● Task
Scan the listing below for the word "service" and state how many lines hold it. Write nothing but the number.

● Supplied material
--- START ---

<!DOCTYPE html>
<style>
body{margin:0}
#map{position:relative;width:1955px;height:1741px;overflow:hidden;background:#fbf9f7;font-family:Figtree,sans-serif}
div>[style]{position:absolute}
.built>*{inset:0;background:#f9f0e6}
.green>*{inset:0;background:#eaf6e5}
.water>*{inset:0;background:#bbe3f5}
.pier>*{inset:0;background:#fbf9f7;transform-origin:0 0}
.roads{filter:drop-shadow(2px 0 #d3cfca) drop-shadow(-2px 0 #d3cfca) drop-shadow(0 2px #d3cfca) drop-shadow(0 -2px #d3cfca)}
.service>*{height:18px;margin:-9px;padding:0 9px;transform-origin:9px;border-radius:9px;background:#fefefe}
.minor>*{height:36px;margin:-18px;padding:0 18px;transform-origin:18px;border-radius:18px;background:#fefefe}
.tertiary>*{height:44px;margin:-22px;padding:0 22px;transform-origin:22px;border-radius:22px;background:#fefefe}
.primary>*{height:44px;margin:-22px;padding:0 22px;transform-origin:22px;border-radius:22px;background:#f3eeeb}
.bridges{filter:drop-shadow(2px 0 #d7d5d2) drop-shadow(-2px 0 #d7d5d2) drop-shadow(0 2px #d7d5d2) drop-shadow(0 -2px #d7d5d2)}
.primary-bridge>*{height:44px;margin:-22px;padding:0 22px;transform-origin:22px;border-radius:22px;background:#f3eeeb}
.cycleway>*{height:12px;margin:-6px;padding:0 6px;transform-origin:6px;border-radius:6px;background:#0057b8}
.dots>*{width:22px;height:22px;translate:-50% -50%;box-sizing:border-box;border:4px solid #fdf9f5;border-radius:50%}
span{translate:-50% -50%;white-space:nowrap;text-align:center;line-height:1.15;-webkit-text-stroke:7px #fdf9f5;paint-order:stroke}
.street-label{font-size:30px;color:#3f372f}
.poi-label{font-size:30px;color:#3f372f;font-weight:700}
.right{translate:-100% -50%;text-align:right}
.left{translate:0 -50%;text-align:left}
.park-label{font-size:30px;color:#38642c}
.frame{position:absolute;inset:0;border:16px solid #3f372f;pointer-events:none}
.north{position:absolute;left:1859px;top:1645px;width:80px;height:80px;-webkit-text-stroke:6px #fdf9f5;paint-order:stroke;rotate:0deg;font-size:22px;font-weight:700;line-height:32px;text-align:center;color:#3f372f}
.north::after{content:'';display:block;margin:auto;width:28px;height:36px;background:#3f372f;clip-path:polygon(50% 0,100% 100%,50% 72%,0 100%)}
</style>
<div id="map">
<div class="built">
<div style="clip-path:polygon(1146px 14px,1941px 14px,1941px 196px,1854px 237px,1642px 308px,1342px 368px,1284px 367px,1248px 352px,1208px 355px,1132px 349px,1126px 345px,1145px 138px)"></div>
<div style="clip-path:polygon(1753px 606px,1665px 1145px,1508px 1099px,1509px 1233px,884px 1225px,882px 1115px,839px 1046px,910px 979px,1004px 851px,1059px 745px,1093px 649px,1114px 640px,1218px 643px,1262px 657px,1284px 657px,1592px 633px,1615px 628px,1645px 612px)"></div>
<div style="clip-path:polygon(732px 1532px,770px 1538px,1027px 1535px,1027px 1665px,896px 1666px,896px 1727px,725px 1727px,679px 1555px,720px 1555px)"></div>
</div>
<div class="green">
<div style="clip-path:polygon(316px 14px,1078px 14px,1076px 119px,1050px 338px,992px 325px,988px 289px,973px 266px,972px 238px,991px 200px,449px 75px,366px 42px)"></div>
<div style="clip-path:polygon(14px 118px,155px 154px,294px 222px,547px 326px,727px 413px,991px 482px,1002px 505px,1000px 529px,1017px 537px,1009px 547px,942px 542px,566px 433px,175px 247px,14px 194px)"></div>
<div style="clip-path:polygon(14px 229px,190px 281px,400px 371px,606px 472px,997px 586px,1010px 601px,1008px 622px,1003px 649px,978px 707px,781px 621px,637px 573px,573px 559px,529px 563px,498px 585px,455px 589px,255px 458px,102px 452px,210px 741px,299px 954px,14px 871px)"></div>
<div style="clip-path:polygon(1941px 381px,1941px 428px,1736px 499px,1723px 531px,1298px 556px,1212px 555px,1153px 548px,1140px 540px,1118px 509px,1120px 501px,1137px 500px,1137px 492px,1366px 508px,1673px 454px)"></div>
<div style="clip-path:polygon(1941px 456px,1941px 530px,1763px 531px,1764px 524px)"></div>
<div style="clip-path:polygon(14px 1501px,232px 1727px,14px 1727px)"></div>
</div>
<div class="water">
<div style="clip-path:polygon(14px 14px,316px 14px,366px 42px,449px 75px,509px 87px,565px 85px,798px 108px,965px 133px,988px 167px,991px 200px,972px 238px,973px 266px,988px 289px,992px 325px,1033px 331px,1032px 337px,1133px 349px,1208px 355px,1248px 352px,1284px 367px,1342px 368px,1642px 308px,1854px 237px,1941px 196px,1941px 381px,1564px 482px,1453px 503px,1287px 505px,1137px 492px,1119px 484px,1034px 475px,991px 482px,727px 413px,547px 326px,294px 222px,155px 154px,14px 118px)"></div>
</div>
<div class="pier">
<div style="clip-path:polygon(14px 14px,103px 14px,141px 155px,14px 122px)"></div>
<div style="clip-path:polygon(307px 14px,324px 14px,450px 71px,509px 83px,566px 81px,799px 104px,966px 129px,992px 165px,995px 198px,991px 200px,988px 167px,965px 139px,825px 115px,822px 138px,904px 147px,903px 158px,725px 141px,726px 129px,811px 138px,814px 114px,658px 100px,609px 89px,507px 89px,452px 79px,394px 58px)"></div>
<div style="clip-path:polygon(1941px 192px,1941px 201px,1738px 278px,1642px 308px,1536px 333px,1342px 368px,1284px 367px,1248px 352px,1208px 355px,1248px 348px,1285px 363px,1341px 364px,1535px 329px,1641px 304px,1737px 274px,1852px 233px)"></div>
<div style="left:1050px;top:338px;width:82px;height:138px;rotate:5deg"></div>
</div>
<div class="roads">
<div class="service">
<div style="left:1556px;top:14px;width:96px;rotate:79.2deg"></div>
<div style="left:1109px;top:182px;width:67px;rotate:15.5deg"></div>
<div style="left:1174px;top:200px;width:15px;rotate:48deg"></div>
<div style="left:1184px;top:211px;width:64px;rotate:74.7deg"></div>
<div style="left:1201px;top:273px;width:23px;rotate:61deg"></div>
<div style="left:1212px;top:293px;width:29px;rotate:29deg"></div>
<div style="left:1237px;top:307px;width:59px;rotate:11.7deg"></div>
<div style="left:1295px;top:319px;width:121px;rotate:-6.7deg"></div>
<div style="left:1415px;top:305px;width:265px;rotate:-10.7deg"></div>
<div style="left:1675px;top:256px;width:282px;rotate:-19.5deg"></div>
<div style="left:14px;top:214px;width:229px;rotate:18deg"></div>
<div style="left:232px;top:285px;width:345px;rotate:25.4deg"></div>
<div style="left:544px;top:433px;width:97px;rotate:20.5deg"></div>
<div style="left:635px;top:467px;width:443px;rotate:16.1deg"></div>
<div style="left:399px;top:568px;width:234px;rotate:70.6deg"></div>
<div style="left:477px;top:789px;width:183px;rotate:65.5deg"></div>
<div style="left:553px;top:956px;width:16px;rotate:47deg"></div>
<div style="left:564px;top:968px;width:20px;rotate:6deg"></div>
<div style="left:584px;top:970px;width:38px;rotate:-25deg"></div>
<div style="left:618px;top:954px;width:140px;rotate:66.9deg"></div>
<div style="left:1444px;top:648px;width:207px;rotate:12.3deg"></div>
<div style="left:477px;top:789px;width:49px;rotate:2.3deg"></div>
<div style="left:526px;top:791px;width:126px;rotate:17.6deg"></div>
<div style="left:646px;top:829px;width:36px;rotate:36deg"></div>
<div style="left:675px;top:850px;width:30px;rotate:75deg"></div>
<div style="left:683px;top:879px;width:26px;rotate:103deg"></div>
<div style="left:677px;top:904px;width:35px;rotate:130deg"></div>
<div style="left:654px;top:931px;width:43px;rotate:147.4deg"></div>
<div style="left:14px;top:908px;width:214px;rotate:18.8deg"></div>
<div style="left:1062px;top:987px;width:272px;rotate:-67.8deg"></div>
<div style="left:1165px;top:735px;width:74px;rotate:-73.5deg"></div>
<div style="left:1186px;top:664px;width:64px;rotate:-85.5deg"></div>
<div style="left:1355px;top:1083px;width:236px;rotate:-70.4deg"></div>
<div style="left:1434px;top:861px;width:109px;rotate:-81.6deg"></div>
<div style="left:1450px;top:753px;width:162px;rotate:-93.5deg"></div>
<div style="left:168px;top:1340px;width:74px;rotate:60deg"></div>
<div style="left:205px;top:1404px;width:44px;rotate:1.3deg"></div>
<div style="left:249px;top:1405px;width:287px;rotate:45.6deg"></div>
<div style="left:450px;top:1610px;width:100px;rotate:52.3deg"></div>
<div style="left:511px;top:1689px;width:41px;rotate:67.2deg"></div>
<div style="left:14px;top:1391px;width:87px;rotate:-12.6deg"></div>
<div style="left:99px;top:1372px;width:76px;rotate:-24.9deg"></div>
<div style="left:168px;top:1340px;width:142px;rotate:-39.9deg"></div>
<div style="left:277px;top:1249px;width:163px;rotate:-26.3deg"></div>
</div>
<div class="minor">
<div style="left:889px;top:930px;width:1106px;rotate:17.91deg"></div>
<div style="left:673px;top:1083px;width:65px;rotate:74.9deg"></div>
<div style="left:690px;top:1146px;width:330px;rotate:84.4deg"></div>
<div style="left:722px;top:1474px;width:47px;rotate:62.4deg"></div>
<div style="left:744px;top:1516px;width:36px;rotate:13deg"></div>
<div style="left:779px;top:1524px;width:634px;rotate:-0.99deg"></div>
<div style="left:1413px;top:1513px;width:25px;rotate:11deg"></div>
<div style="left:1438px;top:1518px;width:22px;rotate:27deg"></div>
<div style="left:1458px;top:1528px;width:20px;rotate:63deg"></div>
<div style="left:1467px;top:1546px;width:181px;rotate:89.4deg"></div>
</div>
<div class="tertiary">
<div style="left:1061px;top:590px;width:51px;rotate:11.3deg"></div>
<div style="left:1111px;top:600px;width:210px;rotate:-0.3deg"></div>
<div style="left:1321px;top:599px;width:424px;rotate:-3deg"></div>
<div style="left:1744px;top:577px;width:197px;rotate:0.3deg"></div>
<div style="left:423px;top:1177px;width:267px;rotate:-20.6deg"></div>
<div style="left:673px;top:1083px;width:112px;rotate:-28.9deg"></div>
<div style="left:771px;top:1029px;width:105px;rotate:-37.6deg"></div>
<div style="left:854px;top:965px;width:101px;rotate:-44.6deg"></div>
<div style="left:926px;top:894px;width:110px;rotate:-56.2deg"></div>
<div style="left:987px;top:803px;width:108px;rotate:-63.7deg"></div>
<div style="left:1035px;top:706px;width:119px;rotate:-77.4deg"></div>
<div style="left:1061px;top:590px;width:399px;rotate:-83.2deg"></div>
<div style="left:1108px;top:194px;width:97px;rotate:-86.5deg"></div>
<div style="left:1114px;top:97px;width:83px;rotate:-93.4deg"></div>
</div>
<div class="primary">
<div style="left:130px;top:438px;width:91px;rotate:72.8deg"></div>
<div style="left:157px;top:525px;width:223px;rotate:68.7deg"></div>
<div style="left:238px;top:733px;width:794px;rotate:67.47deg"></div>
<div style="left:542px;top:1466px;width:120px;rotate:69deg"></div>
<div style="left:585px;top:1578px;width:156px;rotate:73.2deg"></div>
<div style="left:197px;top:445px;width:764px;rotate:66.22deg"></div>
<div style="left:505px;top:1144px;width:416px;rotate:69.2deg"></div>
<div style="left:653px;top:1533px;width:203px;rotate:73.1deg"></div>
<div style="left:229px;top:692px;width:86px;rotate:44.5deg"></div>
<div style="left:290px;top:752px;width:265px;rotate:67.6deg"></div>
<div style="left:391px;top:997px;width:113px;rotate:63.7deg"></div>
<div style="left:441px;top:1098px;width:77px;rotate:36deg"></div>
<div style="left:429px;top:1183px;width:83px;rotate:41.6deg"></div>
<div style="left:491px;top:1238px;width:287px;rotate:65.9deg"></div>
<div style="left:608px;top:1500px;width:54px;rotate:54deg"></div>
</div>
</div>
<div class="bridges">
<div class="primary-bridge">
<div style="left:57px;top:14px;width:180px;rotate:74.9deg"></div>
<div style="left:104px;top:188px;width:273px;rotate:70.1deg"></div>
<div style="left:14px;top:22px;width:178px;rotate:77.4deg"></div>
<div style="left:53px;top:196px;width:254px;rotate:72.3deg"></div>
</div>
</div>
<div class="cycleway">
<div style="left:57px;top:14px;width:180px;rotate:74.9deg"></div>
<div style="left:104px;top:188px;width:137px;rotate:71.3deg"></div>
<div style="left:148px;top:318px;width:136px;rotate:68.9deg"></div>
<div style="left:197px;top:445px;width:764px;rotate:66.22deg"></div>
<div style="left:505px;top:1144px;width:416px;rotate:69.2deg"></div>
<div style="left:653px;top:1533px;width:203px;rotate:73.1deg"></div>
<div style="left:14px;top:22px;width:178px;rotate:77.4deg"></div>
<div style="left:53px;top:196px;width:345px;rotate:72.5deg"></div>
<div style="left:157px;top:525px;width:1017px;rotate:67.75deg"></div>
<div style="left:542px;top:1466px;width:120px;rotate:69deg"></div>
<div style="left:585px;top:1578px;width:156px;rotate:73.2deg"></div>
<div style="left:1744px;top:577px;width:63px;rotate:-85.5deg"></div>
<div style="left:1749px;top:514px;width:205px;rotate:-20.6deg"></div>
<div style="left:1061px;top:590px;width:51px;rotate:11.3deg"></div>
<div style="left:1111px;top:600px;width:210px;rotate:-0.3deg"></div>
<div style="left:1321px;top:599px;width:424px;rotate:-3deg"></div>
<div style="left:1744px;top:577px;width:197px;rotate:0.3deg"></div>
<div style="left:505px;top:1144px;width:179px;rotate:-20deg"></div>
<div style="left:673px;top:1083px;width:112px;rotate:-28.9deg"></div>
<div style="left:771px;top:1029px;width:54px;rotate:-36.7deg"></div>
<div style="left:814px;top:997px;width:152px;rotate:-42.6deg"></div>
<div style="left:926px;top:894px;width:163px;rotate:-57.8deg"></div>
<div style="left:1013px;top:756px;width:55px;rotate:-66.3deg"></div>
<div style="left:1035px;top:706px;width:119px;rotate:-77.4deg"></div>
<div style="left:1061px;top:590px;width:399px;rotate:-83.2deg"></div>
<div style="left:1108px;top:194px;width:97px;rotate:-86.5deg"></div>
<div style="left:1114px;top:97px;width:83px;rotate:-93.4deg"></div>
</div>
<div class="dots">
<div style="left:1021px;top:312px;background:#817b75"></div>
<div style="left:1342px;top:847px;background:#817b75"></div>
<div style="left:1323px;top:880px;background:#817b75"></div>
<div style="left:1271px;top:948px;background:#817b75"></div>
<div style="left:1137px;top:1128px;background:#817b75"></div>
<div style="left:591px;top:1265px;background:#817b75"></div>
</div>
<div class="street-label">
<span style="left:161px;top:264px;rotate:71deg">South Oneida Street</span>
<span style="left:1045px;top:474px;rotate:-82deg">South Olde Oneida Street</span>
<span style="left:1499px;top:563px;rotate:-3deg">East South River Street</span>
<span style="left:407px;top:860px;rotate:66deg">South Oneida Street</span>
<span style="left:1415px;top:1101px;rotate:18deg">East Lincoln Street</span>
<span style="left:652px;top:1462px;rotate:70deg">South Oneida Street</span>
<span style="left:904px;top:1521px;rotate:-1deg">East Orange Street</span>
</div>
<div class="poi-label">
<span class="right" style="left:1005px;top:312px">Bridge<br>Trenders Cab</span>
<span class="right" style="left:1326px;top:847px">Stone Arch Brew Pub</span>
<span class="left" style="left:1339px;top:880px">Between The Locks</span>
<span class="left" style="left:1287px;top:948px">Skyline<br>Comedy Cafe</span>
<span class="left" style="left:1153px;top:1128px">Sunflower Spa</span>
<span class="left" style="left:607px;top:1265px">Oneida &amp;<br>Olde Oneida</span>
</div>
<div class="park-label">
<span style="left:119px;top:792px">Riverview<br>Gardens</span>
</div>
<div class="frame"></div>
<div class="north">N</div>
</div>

--- END ---

● The completed task
2